How very different the Western art world might have been—the structure of ideas, certainly, but also the structure of emotions, the hierarchy of belief—without the arrival in New York City in 1950 of a Japanese man who was “barely over five feet tall, and almost invariably wore sports jackets and slacks.” Dr. D. T. Suzuki had only an honorary degree with which to claim the title “Doctor,” and despite some misunderstandings, he was not actually a Zen master. He sometimes acted like one, rewarding crowds who’d come to see him with cryptic, koan-like pronouncements. And while not a master, he was the closest to one that most of those Western crowds had seen.
 
Where The Heart Beats is primarily concerned with Suzuki’s Zen Buddhist teachings in the West, with the germinal phases of Cage’s adult life, and with the manifestation of Zen Buddhist ideas in his music—which, in classic Zen fashion, sometimes seemed like nothing at all.
 

Author Kay Larson, a practicing Zen Buddhist, carefully stakes out Cage’s early life, his Schoenberg phase, and his affection for, and eventual compositional incorporation of, non-musical objects that could produce sounds, and therefore counted as musical instruments in his world.
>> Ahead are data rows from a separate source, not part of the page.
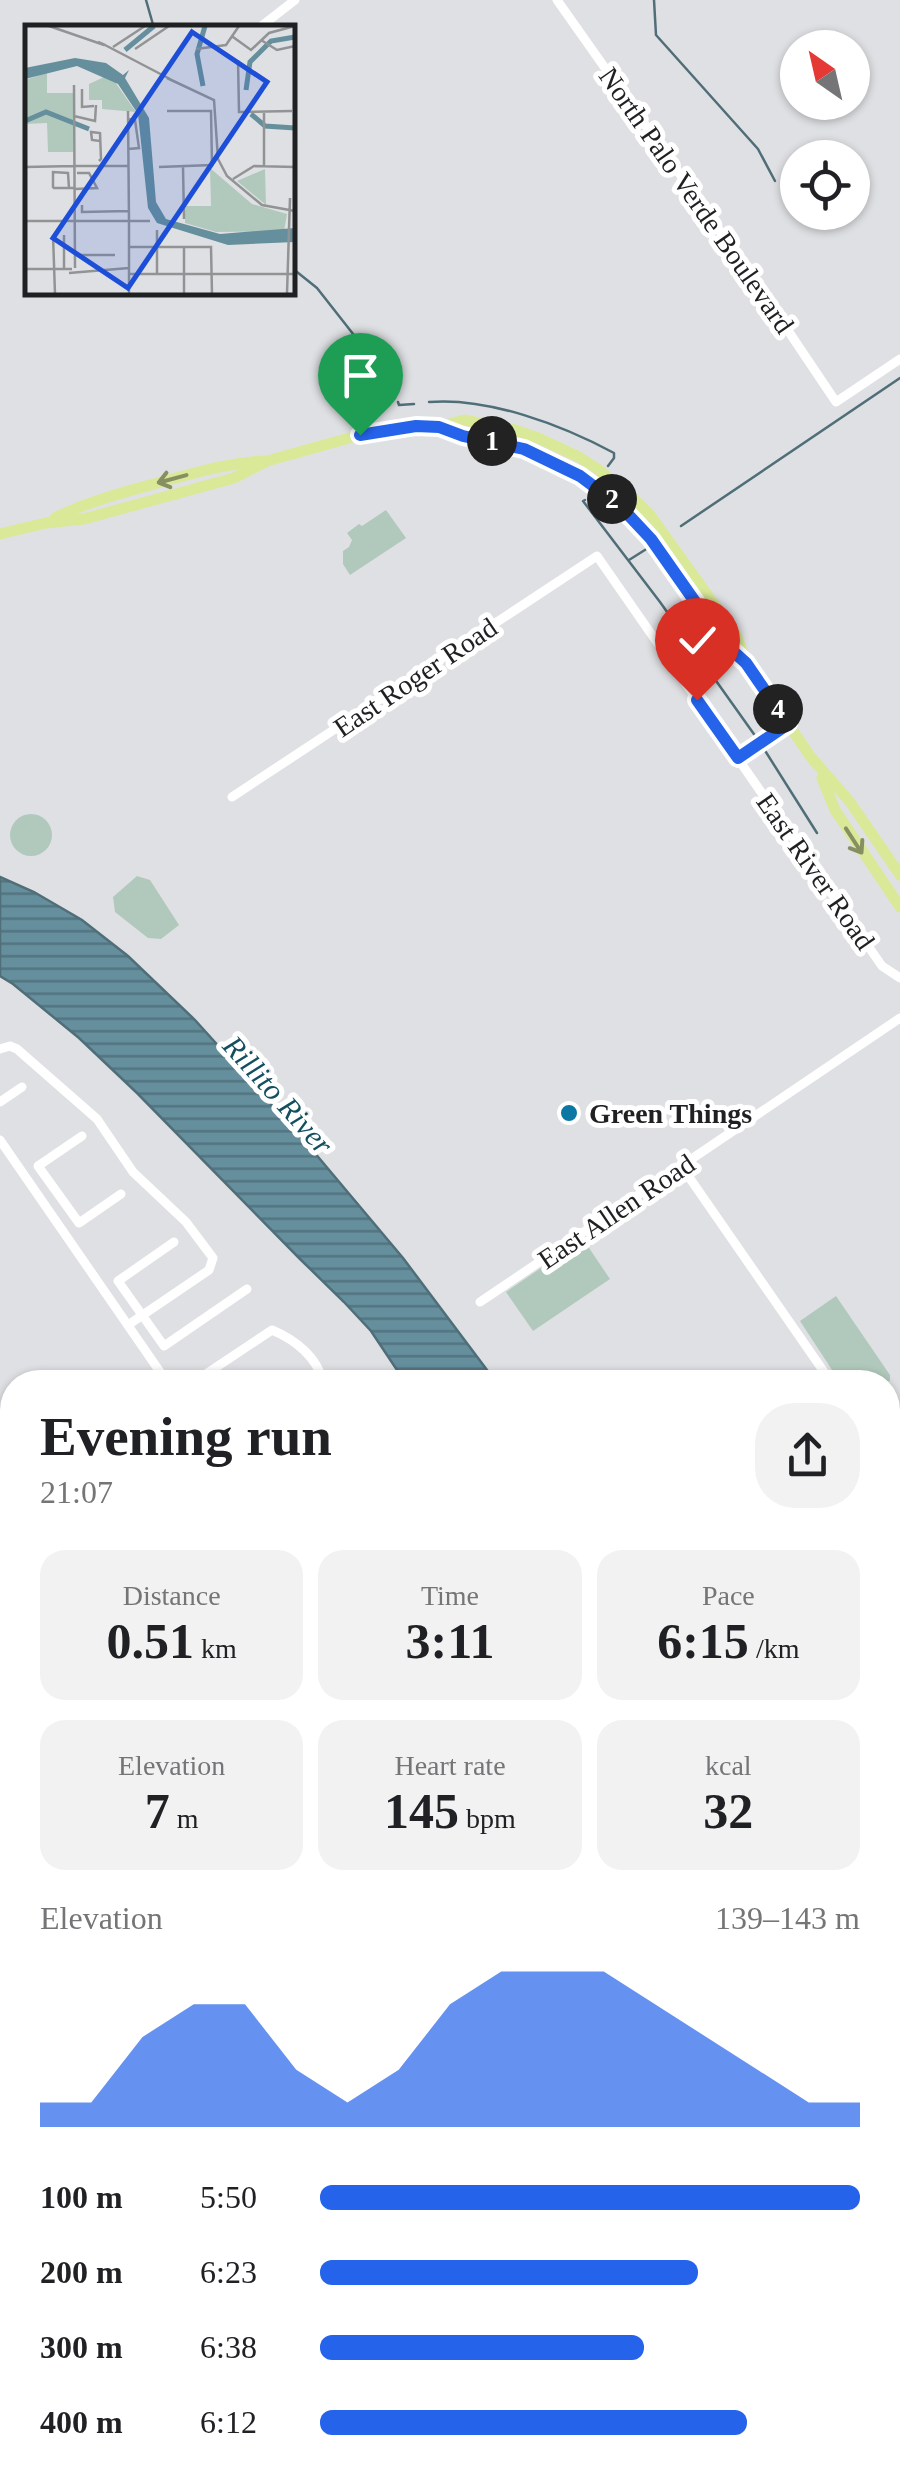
<!DOCTYPE html>
<meta charset="utf-8">
<style>
:root{--surface:#fff;--page:#f2f2f2;--text:#202124;--muted:#757577;--accent:#2563eb}
body{margin:0;font-family:"Times New Roman",serif;background:var(--page);color:var(--text);height:100vh;display:flex;flex-direction:column;font-size:38px;white-space:nowrap}
*{box-sizing:border-box;margin:0}
p{font-size:32px;color:var(--muted)}
.icon{flex:none;width:55px;height:55px;fill:none;stroke:currentColor;stroke-width:2;stroke-linecap:round;stroke-linejoin:round}
.map{position:relative;flex:1;overflow:hidden}
.side{position:absolute;left:0px;top:1370px;width:900px;height:1110px;display:flex;flex-direction:column;background:var(--surface);border-radius:40px 40px 0 0;box-shadow:0 2px 8px #0004}
.side>*{flex:none}
.needle{width:65px;rotate:326deg}
.tools{position:absolute;left:780px;top:30px;display:grid;gap:20px}
.tools a{display:grid;place-items:center;width:90px;height:90px;border-radius:50%;background:var(--surface);box-shadow:0 2px 8px #0004;font-size:50px}
.pin{position:absolute;display:grid;place-items:center;width:85px;height:85px;color:#fff;margin:-102px -42px;border-radius:50% 50% 50% 0;rotate:-45deg;box-shadow:0 0 10px #0007}
.pin .icon{rotate:45deg}
.km{position:absolute;width:50px;height:50px;margin:-25px;border-radius:50%;background:#222;color:#fff;font-size:28px;line-height:50px;text-align:center}
.round{display:grid;place-items:center;flex:none;width:105px;height:105px;border-radius:40px;background:var(--page)}
.overview{display:flex;align-items:center;justify-content:space-between;height:170px;padding:0 40px}
h1{font-size:55px;font-weight:700;line-height:75px}
.stats{display:grid;grid-template-columns:repeat(3,1fr);gap:15px;height:170px;padding:10px 40px}
.stats div{display:grid;align-content:center;border-radius:25px;background:var(--page);text-align:center}
.stats b{font-size:50px;font-weight:700}
.stats small{font-size:28px;font-weight:400}
.stats p{font-size:28px}
.chart{height:280px;padding:20px 40px}
.chart p{display:flex;justify-content:space-between}
.chart svg{width:100%;height:180px;margin-top:10px;fill:var(--accent);opacity:.7}
ul{padding:0 40px;list-style:none;font-size:32px}
li{display:grid;grid-template-columns:160px 120px 1fr;align-items:center;height:75px}
li i{height:25px;border-radius:12px;background:var(--accent)}
.map>svg:first-child{display:block}
.garden{fill:#b1c9bc}
.water{fill:url(#water-rules);stroke:#506e78;stroke-width:2.5}
.lines{fill:none;stroke-linecap:round;stroke-linejoin:round}
.stream{stroke:#506e78;stroke-width:2.5}
.minor{stroke:#fff;stroke-width:9}
.major{stroke:#dae998;stroke-width:11}
.oneway{stroke:#868f62}
.route-casing{stroke:#fff;stroke-width:20}
.route{stroke:#2563eb;stroke-width:12}
.poi-dot{fill:#0c77a2;stroke:#fff;stroke-width:4}
.labels{text-anchor:middle;stroke-width:10;stroke-linejoin:round;paint-order:stroke}
.street-label{font-size:28px;fill:#1f2021;stroke:#fff}
.poi-label{font-size:28px;font-weight:bold;fill:#1f2021;stroke:#fff;text-anchor:start}
.water-label{font-size:30px;font-style:italic;fill:#134f5f;stroke:#fff}
.inset-river{fill:none;stroke:#658f9d;stroke-width:5}
.inset-road{fill:none;stroke:#929395;stroke-width:2.5}
.view{fill:#1d4ed8;fill-opacity:0.15;stroke:#1d4ed8;stroke-width:5}
.inset-edge{fill:none;stroke:#1f2021;stroke-width:5}
</style>
<div class="map">
<svg width="900" height="2480" viewBox="0 0 900 2480">
<defs>
<pattern id="water-rules" width="6" height="5" patternUnits="userSpaceOnUse" patternTransform="scale(2.5)"><rect width="6" height="5" fill="#658f9d"/><path d="M0 2.5h6" fill="none" stroke="#537480"/></pattern>
</defs>
<rect width="100%" height="100%" fill="#dfe0e3"/>
<g class="garden">
<path d="M386,510L406,538L350,575L343,564V551L349,547L352,540L347,533L359,524L362,526Z"/>
<circle cx="31" cy="835" r="21"/>
<path d="M137,876L150,880L179,925L161,939L148,938L115,912L113,897Z"/>
<path d="M583,1239L610,1279L533,1331L506,1292Z"/>
<path d="M836,1296L890,1375V1381L887,1382H840L800,1321Z"/>
</g>
<g class="water">
<path d="M0,877L34,892L82,920L128,956L195,1020L314,1152L403,1258L496,1382H405L371,1331L344,1302L299,1258L137,1093L79,1038L13,984L0,976Z"/>
<path d="M900,1679V1779L888,1781V1683Z"/>
</g>
<g class="lines">
<g class="stream">
<path d="M146,0L154,28"/>
<path d="M654,0L656,35L758,149L775,181"/>
<path d="M292,268L317,288L390,381L393,389"/>
<path d="M398,402L399,405L414,404"/>
<path d="M429,402C488,397 562,425 614,453V458L608,466"/>
<path d="M585,500L583,501L660,602L756,737"/>
<path d="M681,526L900,378"/>
<path d="M629,560L648,548"/>
<path d="M764,749L817,833"/>
<path d="M888,1954L894,1963"/>
</g>
<g class="minor">
<path d="M557,0L746,268L836,402L900,359"/>
<path d="M259,28L295,0"/>
<path d="M737,758L788,724"/>
<path d="M232,797L597,556L882,966L900,978"/>
<path d="M0,1049L10,1046L17,1049L97,1119L133,1172L186,1222L213,1258L209,1270L128,1325"/>
<path d="M0,1102L22,1087"/>
<path d="M82,1136L38,1166L79,1223L121,1194"/>
<path d="M0,1140L167,1382"/>
<path d="M682,1167L831,1382"/>
<path d="M174,1242L118,1281L164,1346L247,1289"/>
<path d="M480,1302L900,1018"/>
<path d="M194,1382L272,1330C294,1339 319,1358 322,1382"/>
<path d="M0,1460L12,1451"/>
<path d="M888,1465L900,1483"/>
<path d="M0,1529L12,1547"/>
<path d="M0,1622L12,1613"/>
<path d="M0,1703L2,1721L0,1742"/>
<path d="M0,1755L12,1759"/>
<path d="M0,1900L12,1891"/>
<path d="M888,1944L900,1963"/>
<path d="M3,1964L12,1958"/>
<path d="M888,1994L900,1985"/>
<path d="M0,2086L12,2104"/>
<path d="M0,2299L12,2291"/>
<path d="M888,2321L900,2312"/>
<path d="M0,2450L12,2441"/>
<path d="M127,2468L136,2480"/>
<path d="M259,2468L267,2480"/>
<path d="M659,2468L668,2480"/>
<path d="M0,2469L7,2480"/>
<path d="M305,2480L323,2468"/>
<path d="M537,2480L555,2468"/>
</g>
<g class="major">
<path d="M439,427C466,437 494,440 521,448C572,464 619,498 652,540C684,580 707,628 745,662"/>
<path d="M55,518C89,501 125,492 161,482C195,473 228,463 263,461"/>
<path d="M0,534L46,523L84,519L234,478L267,461L360,435L416,426L439,427L464,420L515,430L538,438L579,457L596,468L625,490L650,515L736,635L747,663L810,756L850,802L900,875"/>
<path d="M822,778L835,810L900,907"/>
<path d="M0,2272L12,2263"/>
<path d="M888,2437L900,2456"/>
</g>
</g>
<defs><path id="oneway-shaft" d="M-6 0H5M1.5-3L5.5 0L1.5 3" fill="none" stroke-width="1.6" stroke-linecap="round" stroke-linejoin="round" transform="scale(2.5)"/></defs>
<g class="oneway">
<use href="#oneway-shaft" transform="translate(172 479) rotate(165)"/>
<use href="#oneway-shaft" transform="translate(854 841) rotate(57)"/>
</g>
<g class="lines">
<g class="route-casing">
<path id="route" d="M360,435L416,426L439,427L463,436L524,449L580,476L620,506L651,539L724,643L746,663L788,724L738,758L697,700"/>
</g>
<use href="#route" class="route"/>
</g>
<circle class="poi-dot" cx="569" cy="1113" r="10"/>
<g class="labels">
<g class="street-label">
<text transform="translate(697 200) rotate(55)" y="10">North Palo Verde Boulevard</text>
<text transform="translate(415 677) rotate(-34)" y="10">East Roger Road</text>
<text transform="translate(816 871) rotate(55)" y="10">East River Road</text>
<text transform="translate(616 1211) rotate(-34)" y="10">East Allen Road</text>
</g>
<g class="poi-label">
<text x="589" y="1123">Green Things</text>
</g>
<g class="water-label">
<text transform="translate(278 1095) rotate(48)" y="10">Rillito River</text>
</g>
</g>
<g transform="translate(25 25)">
<rect width="270" height="270" fill="#dfe0e3"/>
<path d="M22,48V68H48V127H23L22,98L0,99V55ZM185,143L227,179L262,189L259,206L191,207L160,198V181H186ZM240,144L241,180L212,156Z" fill="#b1c9bc"/>
<path d="M79,52L90,57L111,87L77,84V75H64V59Z" fill="#b1c9bc"/>
<path d="M50,33L81,38L98,50L104,45L100,53L124,93L131,177L141,194L195,209L270,203V217L203,220L132,198L123,183L113,89L93,59L52,41L0,54V43Z" fill="#658f9d"/>
<path class="inset-river" d="M100,25L129,1M178,61L172,29L180,1M221,65L225,37L246,16L270,12M226,89L240,101L270,103M0,96L21,87L64,104"/>
<path class="inset-road" d="M24,1L79,20H80L73,17M208,12L226,25L244,8L270,1M236,15L252,25L270,21M80,20L145,54M88,22L120,1M110,24L144,1M171,24L201,20L214,1M213,35L214,87L267,86M142,53L189,75L193,134L202,151L237,180L270,186M49,60L50,243M57,64V82L69,81M103,86L104,196H125M239,87V141M49,91L70,96L71,80M103,94L110,95L114,123L103,124M74,136L76,134L75,108L66,107L67,115L75,116M50,141H104M0,142L49,141M134,142L187,140L186,86H142M158,142L159,194M208,154L229,141L270,142M44,163L43,148L28,147V162L29,163H50H44M50,164L72,163L64,148H52M57,180V187L104,186M0,196H104V269M132,205V249M28,210L30,269M39,210V245M104,222H186L187,269M159,222V269M50,230H90M0,244H47M44,248L104,243M104,249H270M262,269L265,173"/>
<path class="view" d="M167,7L242,57L103,263L28,213Z"/>
<rect width="270" height="270" class="inset-edge"/>
</g>
</svg>
<div class="tools">
<a><svg class="needle" viewBox="-14 -14 28 28"><path d="M0-13l5 13h-10z" fill="#e53935"/><path d="M0 13l5-13h-10z" fill="#757577"/></svg></a>
<a><svg class="icon" aria-label="locate" viewBox="0 0 24 24"><circle cx="12" cy="12" r="6"/><path d="M12 2v4M12 18v4M2 12h4M18 12h4"/></svg></a>
</div>
<div class="pin" style="left:360px;top:435px;background:#1e9e55"><svg class="icon" aria-label="arrive" viewBox="0 0 24 24"><path d="M6 21V4h12l-3 4 3 4H6"/></svg></div>
<div class="pin" style="left:697px;top:700px;background:#d93025"><svg class="icon" aria-label="check" viewBox="0 0 24 24"><path d="M5 12l5 5 9-10"/></svg></div>
<b class="km" style="left:492px;top:441px">1</b>
<b class="km" style="left:612px;top:499px">2</b>
<b class="km" style="left:778px;top:709px">4</b>
<section class="side">
<div class="overview"><div><h1>Evening run</h1><p>21:07</p></div><a class="round"><svg class="icon" aria-label="share" viewBox="0 0 24 24"><path d="M12 15V3M7 8l5-5 5 5M5 13v7h14v-7"/></svg></a></div>
<div class="stats">
<div><p>Distance</p><b>0.51<small> km</small></b></div>
<div><p>Time</p><b>3:11</b></div>
<div><p>Pace</p><b>6:15<small> /km</small></b></div>
</div>
<div class="stats">
<div><p>Elevation</p><b>7<small> m</small></b></div>
<div><p>Heart rate</p><b>145<small> bpm</small></b></div>
<div><p>kcal</p><b>32</b></div>
</div>
<div class="chart"><p><span>Elevation</span>139–143 m</p>
<svg viewBox="0 0 160 44" preserveAspectRatio="none"><path d="M0 44V38L10 38L20 22L30 14L40 14L50 30L60 38L70 30L80 14L90 6L100 6L110 6L120 14L130 22L140 30L150 38L160 38V44z"/></svg>
</div>
<ul>
<li><b>100 m</b>5:50<i style="width:100%"></i></li>
<li><b>200 m</b>6:23<i style="width:70%"></i></li>
<li><b>300 m</b>6:38<i style="width:60%"></i></li>
<li><b>400 m</b>6:12<i style="width:79%"></i></li>
</ul>
</section>
</div>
She’s careful, though, to ground all of this in the story of Suzuki and the Japanese history that shaped him. She enjoyed access to Cage’s journals, so when Cage writes, for example, “I wanted to be quiet in a non-quiet situation . . . a quiet mind is a mind that is free of its likes and dislikes,” it makes sense along the continuum of both men’s lives. Neither man gets lost in the larger tale of Western history, and Larson’s virtuosic juxtaposition of personal history and intellectual confluence makes for essential reading in this field.